Polestar has also signaled its interest in becoming a Geely-owned brand, specifically signaling out its parent company as a potential replacement in a statement released today.
"With our growing lineup of exclusive, performance cars, Polestar is in one of the most promising phases of its development," Polestar CEO Thomas Ingenlath said. "We look forward to continued cooperation with Volvo Cars as well as benefiting from even greater synergies with Geely on future-oriented technologies."
However, it's no secret that Polestar is struggling. Competing with brands like Tesla and Hyundai, Polestar's 2023 sales figures show a brand barely making ends meet. Delivering roughly 55,000 units last year (including a mere 6736 units in the US), Polestar only managed a 6% growth year-over-year.
The brand had previously projected an annual sales volume of 80,000 units for 2023, before revising its projections to a low of 60,000 units in November. Beyond the lackluster sales year, Polestar is also cutting jobs internally, announcing a round of layoffs last week. About 450 jobs will be cut globally, accounting for 15% of its current workforce.
The majority of Polestar sales in 2023 were of its compact Polestar 2 sedan, which directly competes with Tesla's ever-popular Model 3. Amid the Tesla-stoked price war, inflation, and claimed shrinking EV demand, Polestar is banking on its Polestar 3 crossover (which is set to hit dealers early this year) to stir up demand in the new year.
Even with new blood on the model lineup horizon, ditching Polestar is panning out positively for Volvo, as its stock shot up 32% at market open following the announcement. Meanwhile, Polestar's stock is down over 83% since it went public in June 2022, further raising questions about the long-term viability of the Swedish manufacturer.
Despite some production issues, the future of Volvo appears to be in good hands, at least for now. From the true-to-form luxury EX90 crossover to the compact, tech-forward EX30, Volvo's EV lineup represents the kind of innovation that Volvo has long been known for. Volvo CEO Jim Rowan sees this as a positive opportunity for Polestar, too.
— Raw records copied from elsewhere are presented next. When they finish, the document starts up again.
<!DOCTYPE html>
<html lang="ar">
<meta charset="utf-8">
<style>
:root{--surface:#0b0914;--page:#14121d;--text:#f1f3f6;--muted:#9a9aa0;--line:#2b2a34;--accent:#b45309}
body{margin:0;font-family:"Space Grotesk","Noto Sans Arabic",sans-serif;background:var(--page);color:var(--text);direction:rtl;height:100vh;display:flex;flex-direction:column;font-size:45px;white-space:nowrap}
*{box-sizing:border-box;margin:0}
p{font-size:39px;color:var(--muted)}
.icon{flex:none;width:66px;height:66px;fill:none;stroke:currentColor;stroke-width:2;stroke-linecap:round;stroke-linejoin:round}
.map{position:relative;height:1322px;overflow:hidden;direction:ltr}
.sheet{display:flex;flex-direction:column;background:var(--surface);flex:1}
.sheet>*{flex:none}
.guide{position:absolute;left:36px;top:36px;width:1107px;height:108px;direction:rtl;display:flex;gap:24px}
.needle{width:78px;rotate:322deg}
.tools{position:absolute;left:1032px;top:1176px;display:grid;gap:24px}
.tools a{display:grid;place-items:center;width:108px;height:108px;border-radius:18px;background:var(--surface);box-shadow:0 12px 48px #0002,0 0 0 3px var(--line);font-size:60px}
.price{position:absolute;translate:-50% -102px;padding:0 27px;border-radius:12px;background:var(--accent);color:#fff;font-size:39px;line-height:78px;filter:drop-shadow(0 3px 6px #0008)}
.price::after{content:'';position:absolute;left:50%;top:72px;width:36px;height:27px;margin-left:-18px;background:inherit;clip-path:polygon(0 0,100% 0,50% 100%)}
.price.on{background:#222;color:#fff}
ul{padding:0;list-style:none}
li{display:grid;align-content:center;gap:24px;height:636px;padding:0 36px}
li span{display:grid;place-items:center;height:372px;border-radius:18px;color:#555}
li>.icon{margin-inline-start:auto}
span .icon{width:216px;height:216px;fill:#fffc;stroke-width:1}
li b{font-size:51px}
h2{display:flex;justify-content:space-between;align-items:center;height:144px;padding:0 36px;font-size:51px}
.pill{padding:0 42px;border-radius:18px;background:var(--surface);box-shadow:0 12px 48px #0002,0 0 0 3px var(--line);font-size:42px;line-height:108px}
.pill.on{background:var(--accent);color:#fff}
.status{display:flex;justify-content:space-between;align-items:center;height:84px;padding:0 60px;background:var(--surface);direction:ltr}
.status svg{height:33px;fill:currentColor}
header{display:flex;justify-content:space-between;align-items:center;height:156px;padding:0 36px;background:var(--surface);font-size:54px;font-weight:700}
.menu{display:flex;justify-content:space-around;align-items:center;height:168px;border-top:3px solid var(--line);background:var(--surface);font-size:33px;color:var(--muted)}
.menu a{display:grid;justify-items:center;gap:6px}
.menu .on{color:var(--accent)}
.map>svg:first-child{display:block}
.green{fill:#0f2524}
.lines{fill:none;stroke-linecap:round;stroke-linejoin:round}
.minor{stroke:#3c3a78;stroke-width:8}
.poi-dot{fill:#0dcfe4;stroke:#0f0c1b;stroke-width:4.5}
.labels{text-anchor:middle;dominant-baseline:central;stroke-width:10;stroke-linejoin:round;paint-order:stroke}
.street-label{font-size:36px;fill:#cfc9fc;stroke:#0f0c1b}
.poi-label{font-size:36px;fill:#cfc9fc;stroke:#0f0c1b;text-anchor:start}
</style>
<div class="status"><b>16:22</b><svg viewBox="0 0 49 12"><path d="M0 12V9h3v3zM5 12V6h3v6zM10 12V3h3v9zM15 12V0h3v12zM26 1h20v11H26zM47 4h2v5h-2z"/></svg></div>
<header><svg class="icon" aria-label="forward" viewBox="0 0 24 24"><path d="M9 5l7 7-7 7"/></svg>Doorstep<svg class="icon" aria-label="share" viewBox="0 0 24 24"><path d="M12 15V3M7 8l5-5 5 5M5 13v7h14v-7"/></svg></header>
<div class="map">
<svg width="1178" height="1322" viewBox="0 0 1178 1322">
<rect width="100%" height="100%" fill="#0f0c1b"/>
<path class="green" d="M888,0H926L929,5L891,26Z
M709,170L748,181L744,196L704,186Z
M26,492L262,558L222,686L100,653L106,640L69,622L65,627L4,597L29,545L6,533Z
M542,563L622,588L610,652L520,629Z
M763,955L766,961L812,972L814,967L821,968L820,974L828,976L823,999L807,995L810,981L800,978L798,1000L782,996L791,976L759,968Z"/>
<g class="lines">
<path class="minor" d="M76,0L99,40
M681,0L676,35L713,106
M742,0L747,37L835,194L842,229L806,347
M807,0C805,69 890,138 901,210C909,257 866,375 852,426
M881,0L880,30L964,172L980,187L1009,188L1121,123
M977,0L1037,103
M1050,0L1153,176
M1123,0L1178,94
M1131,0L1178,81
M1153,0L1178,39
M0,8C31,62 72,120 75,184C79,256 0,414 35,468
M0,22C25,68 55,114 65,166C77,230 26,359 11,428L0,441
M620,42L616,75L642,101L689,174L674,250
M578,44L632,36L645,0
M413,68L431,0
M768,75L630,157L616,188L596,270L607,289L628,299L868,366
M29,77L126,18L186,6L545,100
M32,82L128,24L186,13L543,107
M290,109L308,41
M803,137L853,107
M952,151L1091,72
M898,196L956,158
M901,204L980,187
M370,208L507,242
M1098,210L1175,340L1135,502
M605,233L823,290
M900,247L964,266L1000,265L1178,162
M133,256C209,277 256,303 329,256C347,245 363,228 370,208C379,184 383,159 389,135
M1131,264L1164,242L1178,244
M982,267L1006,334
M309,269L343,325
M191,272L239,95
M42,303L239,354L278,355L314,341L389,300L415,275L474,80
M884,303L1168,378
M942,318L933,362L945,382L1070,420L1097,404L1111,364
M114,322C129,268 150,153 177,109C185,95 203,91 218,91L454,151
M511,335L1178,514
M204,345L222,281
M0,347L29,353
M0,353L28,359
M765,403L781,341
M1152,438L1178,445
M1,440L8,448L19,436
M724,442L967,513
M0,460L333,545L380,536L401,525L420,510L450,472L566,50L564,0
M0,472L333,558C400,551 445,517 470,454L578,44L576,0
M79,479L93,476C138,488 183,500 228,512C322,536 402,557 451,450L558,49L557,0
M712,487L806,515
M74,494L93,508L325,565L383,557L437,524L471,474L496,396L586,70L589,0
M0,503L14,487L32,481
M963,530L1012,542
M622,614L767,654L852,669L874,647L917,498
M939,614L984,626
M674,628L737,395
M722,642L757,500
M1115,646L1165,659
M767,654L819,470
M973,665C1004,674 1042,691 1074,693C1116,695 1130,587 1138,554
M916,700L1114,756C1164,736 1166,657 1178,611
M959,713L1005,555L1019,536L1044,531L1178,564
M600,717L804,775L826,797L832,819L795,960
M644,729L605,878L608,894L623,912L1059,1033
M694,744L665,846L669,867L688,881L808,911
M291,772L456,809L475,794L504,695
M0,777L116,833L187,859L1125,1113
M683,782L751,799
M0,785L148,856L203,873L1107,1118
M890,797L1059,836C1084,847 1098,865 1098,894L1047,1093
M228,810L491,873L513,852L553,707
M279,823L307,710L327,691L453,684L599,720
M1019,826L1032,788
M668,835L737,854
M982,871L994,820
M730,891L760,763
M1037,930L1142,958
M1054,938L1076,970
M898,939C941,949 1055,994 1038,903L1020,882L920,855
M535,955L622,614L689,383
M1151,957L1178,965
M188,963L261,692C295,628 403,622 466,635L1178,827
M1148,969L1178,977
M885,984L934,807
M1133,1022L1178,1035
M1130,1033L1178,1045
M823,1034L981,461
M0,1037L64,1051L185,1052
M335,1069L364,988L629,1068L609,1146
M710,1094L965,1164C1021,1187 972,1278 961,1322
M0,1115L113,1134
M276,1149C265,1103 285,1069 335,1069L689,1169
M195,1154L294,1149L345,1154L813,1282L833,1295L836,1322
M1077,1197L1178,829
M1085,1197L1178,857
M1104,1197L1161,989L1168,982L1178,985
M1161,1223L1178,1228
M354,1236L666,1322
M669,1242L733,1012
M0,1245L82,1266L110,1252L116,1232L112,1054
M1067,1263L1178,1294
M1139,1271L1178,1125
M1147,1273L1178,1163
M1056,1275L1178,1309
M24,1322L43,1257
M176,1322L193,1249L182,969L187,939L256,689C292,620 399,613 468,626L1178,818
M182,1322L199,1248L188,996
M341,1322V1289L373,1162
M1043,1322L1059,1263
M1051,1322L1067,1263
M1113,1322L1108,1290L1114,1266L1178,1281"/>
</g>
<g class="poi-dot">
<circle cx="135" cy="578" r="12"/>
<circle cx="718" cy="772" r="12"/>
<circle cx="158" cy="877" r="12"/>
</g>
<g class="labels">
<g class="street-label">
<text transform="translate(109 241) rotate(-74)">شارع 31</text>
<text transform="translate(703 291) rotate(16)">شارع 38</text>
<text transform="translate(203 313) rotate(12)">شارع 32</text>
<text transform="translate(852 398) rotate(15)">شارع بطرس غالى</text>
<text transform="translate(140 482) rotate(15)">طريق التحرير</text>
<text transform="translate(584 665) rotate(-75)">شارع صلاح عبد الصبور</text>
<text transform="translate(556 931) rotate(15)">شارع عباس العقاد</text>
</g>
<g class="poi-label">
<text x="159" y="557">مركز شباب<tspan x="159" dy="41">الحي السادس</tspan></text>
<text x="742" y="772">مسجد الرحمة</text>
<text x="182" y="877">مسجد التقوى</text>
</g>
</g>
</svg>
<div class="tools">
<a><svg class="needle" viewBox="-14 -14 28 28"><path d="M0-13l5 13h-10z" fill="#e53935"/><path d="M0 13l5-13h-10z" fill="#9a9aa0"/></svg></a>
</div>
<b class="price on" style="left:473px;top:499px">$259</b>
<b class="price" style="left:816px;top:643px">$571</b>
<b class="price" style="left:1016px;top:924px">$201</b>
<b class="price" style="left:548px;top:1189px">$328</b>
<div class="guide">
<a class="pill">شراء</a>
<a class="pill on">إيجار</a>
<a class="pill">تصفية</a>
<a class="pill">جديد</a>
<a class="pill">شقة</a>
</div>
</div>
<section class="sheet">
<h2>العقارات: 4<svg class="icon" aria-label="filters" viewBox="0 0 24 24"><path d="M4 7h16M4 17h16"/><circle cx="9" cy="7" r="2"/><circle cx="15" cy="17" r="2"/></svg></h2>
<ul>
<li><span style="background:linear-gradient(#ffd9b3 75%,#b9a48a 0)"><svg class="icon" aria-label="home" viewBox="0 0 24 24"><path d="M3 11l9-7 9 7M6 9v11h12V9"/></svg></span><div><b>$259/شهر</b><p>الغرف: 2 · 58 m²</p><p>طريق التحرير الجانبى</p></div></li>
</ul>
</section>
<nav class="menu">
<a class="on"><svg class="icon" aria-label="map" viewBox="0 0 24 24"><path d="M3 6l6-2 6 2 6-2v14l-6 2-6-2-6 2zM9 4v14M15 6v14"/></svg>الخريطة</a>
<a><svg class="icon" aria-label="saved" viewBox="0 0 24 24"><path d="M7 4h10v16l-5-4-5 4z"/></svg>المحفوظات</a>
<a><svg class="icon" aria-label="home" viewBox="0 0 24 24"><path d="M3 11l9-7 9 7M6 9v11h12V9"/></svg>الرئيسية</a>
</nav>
"Now, Polestar... they've got a very exciting future ahead of them. They've moved from being a one-car company to a three-car company. They've got two brand-new cars coming out very shortly—in fact in the first half of this year—and that's going to take them to a new growth trajectory," Rowan said in an interview with CNBC earlier today.
Clearly, Polestar's future remains up in the air for now, as the brand works to launch its newer, potentially more competitive models.